ACTIVITY: In full and without alteration, output each record given here.

INFORMATION:

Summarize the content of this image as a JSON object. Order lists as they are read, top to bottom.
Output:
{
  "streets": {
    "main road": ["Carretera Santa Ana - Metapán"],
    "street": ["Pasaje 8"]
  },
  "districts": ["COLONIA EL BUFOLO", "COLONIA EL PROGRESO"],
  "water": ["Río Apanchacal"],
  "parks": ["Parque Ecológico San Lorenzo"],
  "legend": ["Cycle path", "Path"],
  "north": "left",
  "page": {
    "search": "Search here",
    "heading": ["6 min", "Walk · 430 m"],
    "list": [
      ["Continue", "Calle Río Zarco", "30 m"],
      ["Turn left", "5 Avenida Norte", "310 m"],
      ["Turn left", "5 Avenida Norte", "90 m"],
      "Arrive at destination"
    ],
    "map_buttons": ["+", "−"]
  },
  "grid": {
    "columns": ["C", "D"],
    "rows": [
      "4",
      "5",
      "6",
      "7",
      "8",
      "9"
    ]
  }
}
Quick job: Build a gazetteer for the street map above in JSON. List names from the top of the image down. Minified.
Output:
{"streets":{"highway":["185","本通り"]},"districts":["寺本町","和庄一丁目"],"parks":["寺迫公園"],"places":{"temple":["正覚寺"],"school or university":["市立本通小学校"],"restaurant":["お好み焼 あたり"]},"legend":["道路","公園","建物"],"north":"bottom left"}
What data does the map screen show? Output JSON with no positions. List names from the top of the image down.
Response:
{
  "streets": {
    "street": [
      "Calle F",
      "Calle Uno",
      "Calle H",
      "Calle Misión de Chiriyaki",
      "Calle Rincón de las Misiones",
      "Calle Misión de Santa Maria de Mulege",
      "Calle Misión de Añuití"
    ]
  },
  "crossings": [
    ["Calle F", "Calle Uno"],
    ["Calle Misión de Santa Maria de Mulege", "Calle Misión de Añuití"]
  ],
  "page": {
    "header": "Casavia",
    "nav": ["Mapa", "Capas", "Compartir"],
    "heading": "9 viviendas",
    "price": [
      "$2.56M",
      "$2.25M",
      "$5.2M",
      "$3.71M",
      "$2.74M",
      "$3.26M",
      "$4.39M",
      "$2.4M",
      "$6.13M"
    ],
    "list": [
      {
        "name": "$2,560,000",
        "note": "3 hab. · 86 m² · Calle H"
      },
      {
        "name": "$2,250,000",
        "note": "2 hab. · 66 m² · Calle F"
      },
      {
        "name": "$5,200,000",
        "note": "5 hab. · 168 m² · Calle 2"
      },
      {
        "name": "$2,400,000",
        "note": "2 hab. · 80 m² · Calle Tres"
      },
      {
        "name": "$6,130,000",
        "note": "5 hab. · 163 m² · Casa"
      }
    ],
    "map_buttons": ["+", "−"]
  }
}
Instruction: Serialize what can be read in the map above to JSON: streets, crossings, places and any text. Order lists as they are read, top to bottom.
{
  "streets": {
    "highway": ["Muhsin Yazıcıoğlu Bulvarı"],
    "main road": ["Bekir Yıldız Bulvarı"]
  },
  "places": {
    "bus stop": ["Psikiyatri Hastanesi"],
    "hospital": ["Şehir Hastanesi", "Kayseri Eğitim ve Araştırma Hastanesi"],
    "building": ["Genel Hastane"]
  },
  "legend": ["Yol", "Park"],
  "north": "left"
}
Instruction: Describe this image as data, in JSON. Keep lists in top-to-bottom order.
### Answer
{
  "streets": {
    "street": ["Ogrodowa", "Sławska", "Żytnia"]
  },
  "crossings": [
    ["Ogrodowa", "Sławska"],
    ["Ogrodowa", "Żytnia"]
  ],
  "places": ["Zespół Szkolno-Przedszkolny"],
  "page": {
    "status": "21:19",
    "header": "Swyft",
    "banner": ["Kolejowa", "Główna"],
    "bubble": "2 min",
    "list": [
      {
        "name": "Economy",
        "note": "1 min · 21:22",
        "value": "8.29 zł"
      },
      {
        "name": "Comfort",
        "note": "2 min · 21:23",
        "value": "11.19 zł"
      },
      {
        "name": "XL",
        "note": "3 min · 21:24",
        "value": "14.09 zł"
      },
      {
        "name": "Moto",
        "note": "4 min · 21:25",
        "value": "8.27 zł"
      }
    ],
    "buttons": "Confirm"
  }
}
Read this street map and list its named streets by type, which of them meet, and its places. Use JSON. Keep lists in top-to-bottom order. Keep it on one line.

YOUR SOLUTION:
Summarize the content of this image as a JSON object. Order lists as they are read, top to bottom.
Output:
{
  "streets": {
    "main road": ["Carretera Santa Ana - Metapán"],
    "street": ["Pasaje 8"]
  },
  "districts": ["COLONIA EL BUFOLO", "COLONIA EL PROGRESO"],
  "water": ["Río Apanchacal"],
  "parks": ["Parque Ecológico San Lorenzo"],
  "legend": ["Cycle path", "Path"],
  "north": "left",
  "page": {
    "search": "Search here",
    "heading": ["6 min", "Walk · 430 m"],
    "list": [
      ["Continue", "Calle Río Zarco", "30 m"],
      ["Turn left", "5 Avenida Norte", "310 m"],
      ["Turn left", "5 Avenida Norte", "90 m"],
      "Arrive at destination"
    ],
    "map_buttons": ["+", "−"]
  },
  "grid": {
    "columns": ["C", "D"],
    "rows": [
      "4",
      "5",
      "6",
      "7",
      "8",
      "9"
    ]
  }
}
Quick job: Build a gazetteer for the street map above in JSON. List names from the top of the image down. Minified.
Output:
{"streets":{"highway":["185","本通り"]},"districts":["寺本町","和庄一丁目"],"parks":["寺迫公園"],"places":{"temple":["正覚寺"],"school or university":["市立本通小学校"],"restaurant":["お好み焼 あたり"]},"legend":["道路","公園","建物"],"north":"bottom left"}
What data does the map screen show? Output JSON with no positions. List names from the top of the image down.
Response:
{
  "streets": {
    "street": [
      "Calle F",
      "Calle Uno",
      "Calle H",
      "Calle Misión de Chiriyaki",
      "Calle Rincón de las Misiones",
      "Calle Misión de Santa Maria de Mulege",
      "Calle Misión de Añuití"
    ]
  },
  "crossings": [
    ["Calle F", "Calle Uno"],
    ["Calle Misión de Santa Maria de Mulege", "Calle Misión de Añuití"]
  ],
  "page": {
    "header": "Casavia",
    "nav": ["Mapa", "Capas", "Compartir"],
    "heading": "9 viviendas",
    "price": [
      "$2.56M",
      "$2.25M",
      "$5.2M",
      "$3.71M",
      "$2.74M",
      "$3.26M",
      "$4.39M",
      "$2.4M",
      "$6.13M"
    ],
    "list": [
      {
        "name": "$2,560,000",
        "note": "3 hab. · 86 m² · Calle H"
      },
      {
        "name": "$2,250,000",
        "note": "2 hab. · 66 m² · Calle F"
      },
      {
        "name": "$5,200,000",
        "note": "5 hab. · 168 m² · Calle 2"
      },
      {
        "name": "$2,400,000",
        "note": "2 hab. · 80 m² · Calle Tres"
      },
      {
        "name": "$6,130,000",
        "note": "5 hab. · 163 m² · Casa"
      }
    ],
    "map_buttons": ["+", "−"]
  }
}
Instruction: Serialize what can be read in the map above to JSON: streets, crossings, places and any text. Order lists as they are read, top to bottom.
{
  "streets": {
    "highway": ["Muhsin Yazıcıoğlu Bulvarı"],
    "main road": ["Bekir Yıldız Bulvarı"]
  },
  "places": {
    "bus stop": ["Psikiyatri Hastanesi"],
    "hospital": ["Şehir Hastanesi", "Kayseri Eğitim ve Araştırma Hastanesi"],
    "building": ["Genel Hastane"]
  },
  "legend": ["Yol", "Park"],
  "north": "left"
}
Instruction: Describe this image as data, in JSON. Keep lists in top-to-bottom order.
### Answer
{
  "streets": {
    "street": ["Ogrodowa", "Sławska", "Żytnia"]
  },
  "crossings": [
    ["Ogrodowa", "Sławska"],
    ["Ogrodowa", "Żytnia"]
  ],
  "places": ["Zespół Szkolno-Przedszkolny"],
  "page": {
    "status": "21:19",
    "header": "Swyft",
    "banner": ["Kolejowa", "Główna"],
    "bubble": "2 min",
    "list": [
      {
        "name": "Economy",
        "note": "1 min · 21:22",
        "value": "8.29 zł"
      },
      {
        "name": "Comfort",
        "note": "2 min · 21:23",
        "value": "11.19 zł"
      },
      {
        "name": "XL",
        "note": "3 min · 21:24",
        "value": "14.09 zł"
      },
      {
        "name": "Moto",
        "note": "4 min · 21:25",
        "value": "8.27 zł"
      }
    ],
    "buttons": "Confirm"
  }
}
Read this street map and list its named streets by type, which of them meet, and its places. Use JSON. Keep lists in top-to-bottom order. Keep it on one line.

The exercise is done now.